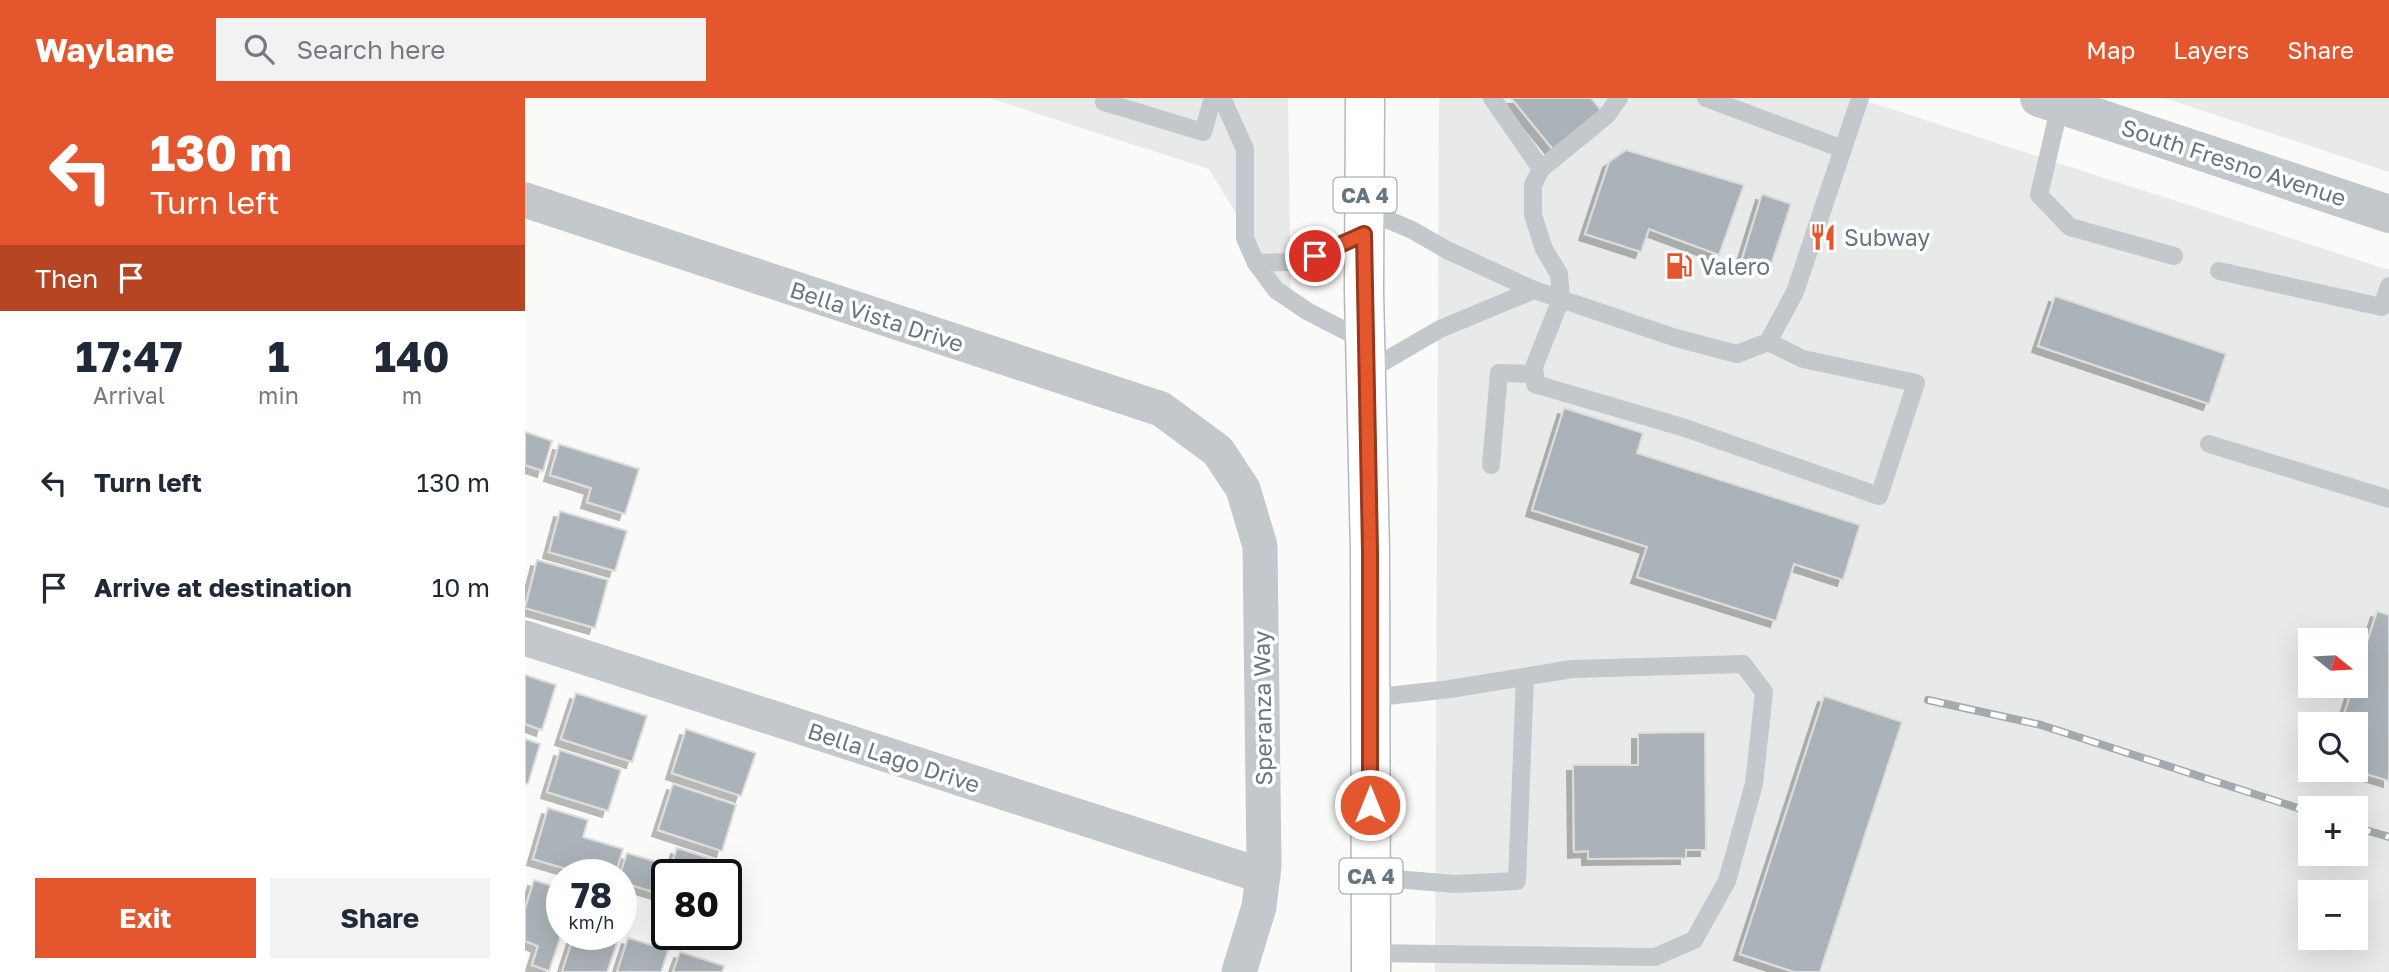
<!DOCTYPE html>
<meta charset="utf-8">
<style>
:root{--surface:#fff;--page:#f2f2f3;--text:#1f2937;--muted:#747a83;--accent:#e4572e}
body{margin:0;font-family:"Golos Text",sans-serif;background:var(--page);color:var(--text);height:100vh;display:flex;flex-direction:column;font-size:26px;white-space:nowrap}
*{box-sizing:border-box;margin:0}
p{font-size:23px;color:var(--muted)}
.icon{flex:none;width:38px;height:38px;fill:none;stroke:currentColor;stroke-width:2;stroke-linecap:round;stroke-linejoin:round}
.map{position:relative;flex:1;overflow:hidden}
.sheet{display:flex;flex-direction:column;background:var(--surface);width:525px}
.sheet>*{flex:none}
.top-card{background:#e4572e;color:#fff;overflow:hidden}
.needle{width:46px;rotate:108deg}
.controls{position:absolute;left:1773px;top:530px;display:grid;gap:14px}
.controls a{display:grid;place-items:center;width:70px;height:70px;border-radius:0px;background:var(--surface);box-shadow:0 7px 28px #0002;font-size:35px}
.speed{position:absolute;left:21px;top:761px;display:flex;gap:14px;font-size:35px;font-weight:700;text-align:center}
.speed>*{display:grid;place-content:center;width:91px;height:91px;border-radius:50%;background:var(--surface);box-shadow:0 7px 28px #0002;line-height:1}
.speed small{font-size:18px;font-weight:400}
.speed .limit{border:4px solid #111;border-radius:10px;background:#fff;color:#111}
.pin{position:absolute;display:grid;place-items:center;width:60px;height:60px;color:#fff;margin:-30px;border:4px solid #fff;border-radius:50%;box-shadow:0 2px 7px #0007}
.me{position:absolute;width:77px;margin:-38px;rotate:0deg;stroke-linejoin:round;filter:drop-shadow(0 0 5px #0008)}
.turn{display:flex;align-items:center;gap:24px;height:147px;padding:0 35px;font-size:32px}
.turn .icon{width:91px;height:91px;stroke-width:2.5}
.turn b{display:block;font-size:49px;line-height:60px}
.then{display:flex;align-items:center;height:66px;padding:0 35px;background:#0003;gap:14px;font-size:26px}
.eta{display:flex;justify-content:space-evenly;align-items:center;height:119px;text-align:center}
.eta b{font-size:42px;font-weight:700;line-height:49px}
.button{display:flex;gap:14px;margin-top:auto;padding:14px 35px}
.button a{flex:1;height:80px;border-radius:0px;background:var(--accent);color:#fff;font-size:28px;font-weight:700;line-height:80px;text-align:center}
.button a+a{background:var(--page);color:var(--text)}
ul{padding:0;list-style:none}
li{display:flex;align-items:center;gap:21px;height:105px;padding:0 35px}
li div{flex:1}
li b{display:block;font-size:26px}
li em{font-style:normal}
header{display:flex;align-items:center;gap:42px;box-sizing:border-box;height:98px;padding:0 35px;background:var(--accent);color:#fff}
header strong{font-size:33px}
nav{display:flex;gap:38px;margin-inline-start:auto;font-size:24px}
.search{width:490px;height:63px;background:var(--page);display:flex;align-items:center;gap:18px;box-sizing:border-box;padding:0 24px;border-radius:0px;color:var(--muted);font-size:26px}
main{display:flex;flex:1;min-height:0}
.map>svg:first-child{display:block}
.built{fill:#e8e9e9;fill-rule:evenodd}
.building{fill:#aab3b9;stroke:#dcdcda;stroke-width:2;filter:url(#shadow)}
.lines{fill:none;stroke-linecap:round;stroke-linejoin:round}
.trunk-casing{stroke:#b4b9bd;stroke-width:41}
.service{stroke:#c3c8cc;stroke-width:18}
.minor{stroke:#c3c8cc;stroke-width:35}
.tertiary{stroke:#c3c8cc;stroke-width:38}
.trunk{stroke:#fff;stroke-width:38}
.rail-casing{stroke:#a2aab0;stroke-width:8}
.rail{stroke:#fff;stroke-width:5;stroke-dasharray:16;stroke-linecap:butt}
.route-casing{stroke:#94391e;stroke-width:18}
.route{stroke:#e4572e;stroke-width:12}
.labels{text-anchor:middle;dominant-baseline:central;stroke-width:7;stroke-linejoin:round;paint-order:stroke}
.shield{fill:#fff;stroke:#939fa8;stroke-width:2}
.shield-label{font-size:21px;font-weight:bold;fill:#657683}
.street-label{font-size:23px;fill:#657683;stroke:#fff}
.poi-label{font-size:23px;fill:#657683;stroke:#fff;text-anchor:start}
</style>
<header>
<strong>Waylane</strong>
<div class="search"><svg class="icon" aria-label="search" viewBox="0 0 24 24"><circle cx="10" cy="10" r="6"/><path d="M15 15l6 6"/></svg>Search here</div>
<nav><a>Map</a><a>Layers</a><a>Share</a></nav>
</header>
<main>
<section class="sheet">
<div class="top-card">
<div class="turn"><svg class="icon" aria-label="left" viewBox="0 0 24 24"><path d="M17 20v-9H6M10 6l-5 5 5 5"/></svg><div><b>130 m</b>Turn left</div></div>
<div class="then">Then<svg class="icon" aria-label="arrive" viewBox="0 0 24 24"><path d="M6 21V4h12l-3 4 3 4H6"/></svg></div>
</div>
<div class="eta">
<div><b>17:47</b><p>Arrival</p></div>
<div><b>1</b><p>min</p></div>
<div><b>140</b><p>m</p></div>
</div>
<ul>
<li><svg class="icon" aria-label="left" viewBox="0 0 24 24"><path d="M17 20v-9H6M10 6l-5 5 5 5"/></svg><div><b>Turn left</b></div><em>130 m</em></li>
<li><svg class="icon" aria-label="arrive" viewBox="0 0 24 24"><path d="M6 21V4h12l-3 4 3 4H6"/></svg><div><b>Arrive at destination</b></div><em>10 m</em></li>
</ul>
<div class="button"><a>Exit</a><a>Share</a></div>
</section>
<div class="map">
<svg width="1864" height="874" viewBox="0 0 1864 874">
<defs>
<filter id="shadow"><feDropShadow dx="-6" dy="6" stdDeviation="0" flood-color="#0004"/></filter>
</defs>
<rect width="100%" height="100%" fill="#fafaf8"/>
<g class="built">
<path d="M464,0H763L766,207L684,71Z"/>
<path d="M914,0H1332L1864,172V874H910ZM1785,542H1830V588H1785ZM1785,626H1830V672H1785ZM1785,710H1830V756H1785ZM1785,794H1830V840H1785Z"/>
<path d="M1639,0H1864V74Z"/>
</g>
<g class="building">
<path d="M986,0H1066L1078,15L1030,54Z"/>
<path d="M1101,52L1219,87L1194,157L1124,131L1116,154L1060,136L1084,64Z"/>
<path d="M1237,96L1266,106L1245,170L1217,161Z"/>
<path d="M1530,198L1701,256L1684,306L1513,248Z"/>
<path d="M1039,310L1118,335L1112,355L1335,427L1318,482L1269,466L1251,523L1112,479L1122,449L1007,412Z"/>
<path d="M0,334L27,343L18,373L0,367Z"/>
<path d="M34,346L114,371L100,416L62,404L66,390L25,377Z"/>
<path d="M35,413L102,433L90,473L24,454Z"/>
<path d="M12,462L83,482L70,530L0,510Z"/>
<path d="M1852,513L1864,517V683L1828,672H1830V626H1816L1828,588H1830V582Z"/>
<path d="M0,577L31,587L17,632L0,626Z"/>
<path d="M51,595L122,618L107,664L36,641Z"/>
<path d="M1299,598L1377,624L1295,874H1269L1215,856Z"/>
<path d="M161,631L231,655L216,698L147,675Z"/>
<path d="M1180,634L1181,752H1161V760L1063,761V753L1049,754L1048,667H1113V635Z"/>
<path d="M0,641L15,646L3,686L0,685Z"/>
<path d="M35,652L96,672L83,713L22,694Z"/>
<path d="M148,686L211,707L197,753L133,732Z"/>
<path d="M23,710L63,722L58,739L98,751L90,777H62L8,761Z"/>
<path d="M152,750L190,762L185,777H142V798L96,784L95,777L102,755L146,768Z"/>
<path d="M9,782L27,788L23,800L32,803L27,817L37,820V834L24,873L7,867L13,848L0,843V811Z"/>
<path d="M74,836H95L82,874H37L48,840L70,848Z"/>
<path d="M103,840L143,852L136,874H92Z"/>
<path d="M155,854L199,868L197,874H148Z"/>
</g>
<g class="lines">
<defs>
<path id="trunk" d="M840,0L839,193L845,453L846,874"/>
</defs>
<use href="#trunk" class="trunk-casing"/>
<g class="service">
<path d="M580,0L579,4L678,34L688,0"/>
<path d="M697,0L720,51V140L731,165"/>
<path d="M967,0L1016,71"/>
<path d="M1094,0L1082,17L1016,71L1008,87V117L1019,151L1034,176L1036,201L1009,269L1010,286L1157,329L1354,398L1391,285L1278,261L1243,244"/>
<path d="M1181,0L1318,51"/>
<path d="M1535,7L1514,97L1545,129L1649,158"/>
<path d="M840,112L887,132L922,152L1009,192L915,231L841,274"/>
<path d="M839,136L790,158L763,164L731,165L751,192L782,213L840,243"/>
<path d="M1694,173L1857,209L1864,188"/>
<path d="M1009,192L1151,240L1212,256L1243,244L1270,194L1335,0"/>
<path d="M1684,346L1864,401"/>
<path d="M966,367L974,275L1010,276"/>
<path d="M845,600L925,591L1047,571L1218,566L1239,594L1229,686L1202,783L1169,842L1130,859L846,855"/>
<path d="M846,779L930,786L992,783L1000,579"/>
</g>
<g class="minor">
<path d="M0,102L636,311L693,353L718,391L735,448L739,767L734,809L714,874"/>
<path d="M0,540L738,778"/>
</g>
<path class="tertiary" d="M1514,0L1864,116"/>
<use href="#trunk" class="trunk"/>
<defs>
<g id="rail">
<path d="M1403,602L1516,627L1785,714"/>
<path d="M1830,729L1864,739"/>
</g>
</defs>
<use href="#rail" class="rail-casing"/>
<use href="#rail" class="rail"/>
</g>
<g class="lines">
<defs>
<path id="route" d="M790,158L839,136L845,453V707"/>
</defs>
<use href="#route" class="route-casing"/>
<use href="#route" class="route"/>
</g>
<defs>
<symbol id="restaurant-bare" viewBox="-9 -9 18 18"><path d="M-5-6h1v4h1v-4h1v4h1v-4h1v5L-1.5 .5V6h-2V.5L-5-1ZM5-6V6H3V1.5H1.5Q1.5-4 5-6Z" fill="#e4572e" stroke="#fff" stroke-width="2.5" paint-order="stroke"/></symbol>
<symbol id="fuel-bare" viewBox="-9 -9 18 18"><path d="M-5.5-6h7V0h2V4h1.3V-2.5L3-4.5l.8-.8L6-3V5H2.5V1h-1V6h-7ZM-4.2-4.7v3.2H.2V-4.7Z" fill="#e4572e" stroke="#fff" stroke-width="2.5" paint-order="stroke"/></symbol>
</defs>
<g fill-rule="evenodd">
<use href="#restaurant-bare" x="1279" y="120" width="38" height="38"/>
<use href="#fuel-bare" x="1135" y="149" width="38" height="38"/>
</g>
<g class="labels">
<g class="shield">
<rect x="808.5" y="79.5" width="63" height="35" rx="5"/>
<rect x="814.5" y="760.5" width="63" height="35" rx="5"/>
</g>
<g class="shield-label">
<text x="840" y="97">CA 4</text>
<text x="846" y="778">CA 4</text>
</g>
<g class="street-label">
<text transform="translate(1709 64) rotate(18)">South Fresno Avenue</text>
<text transform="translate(352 218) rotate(18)">Bella Vista Drive</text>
<text transform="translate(737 610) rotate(-91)">Speranza Way</text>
<text transform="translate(369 659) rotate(18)">Bella Lago Drive</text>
</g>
<g class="poi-label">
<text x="1319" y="139">Subway</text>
<text x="1175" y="168">Valero</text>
</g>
</g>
</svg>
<div class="controls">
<a><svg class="needle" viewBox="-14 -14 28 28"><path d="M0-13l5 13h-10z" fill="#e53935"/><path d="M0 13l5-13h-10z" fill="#747a83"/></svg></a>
<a><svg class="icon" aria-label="search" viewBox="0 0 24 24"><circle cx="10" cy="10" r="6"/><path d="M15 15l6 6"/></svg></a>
<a>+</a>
<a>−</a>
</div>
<div class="speed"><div>78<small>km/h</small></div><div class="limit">80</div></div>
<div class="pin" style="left:790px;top:158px;background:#d93025"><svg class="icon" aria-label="arrive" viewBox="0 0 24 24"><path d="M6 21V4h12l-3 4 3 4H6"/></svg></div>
<svg class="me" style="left:845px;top:707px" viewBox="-20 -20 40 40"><circle r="17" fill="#e4572e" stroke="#fff" stroke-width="3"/><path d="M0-11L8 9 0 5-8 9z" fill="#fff"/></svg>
</div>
</main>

## What needs to be done:
Only the number of lines above that contain "direction" should be given as the answer.

## Task result:
2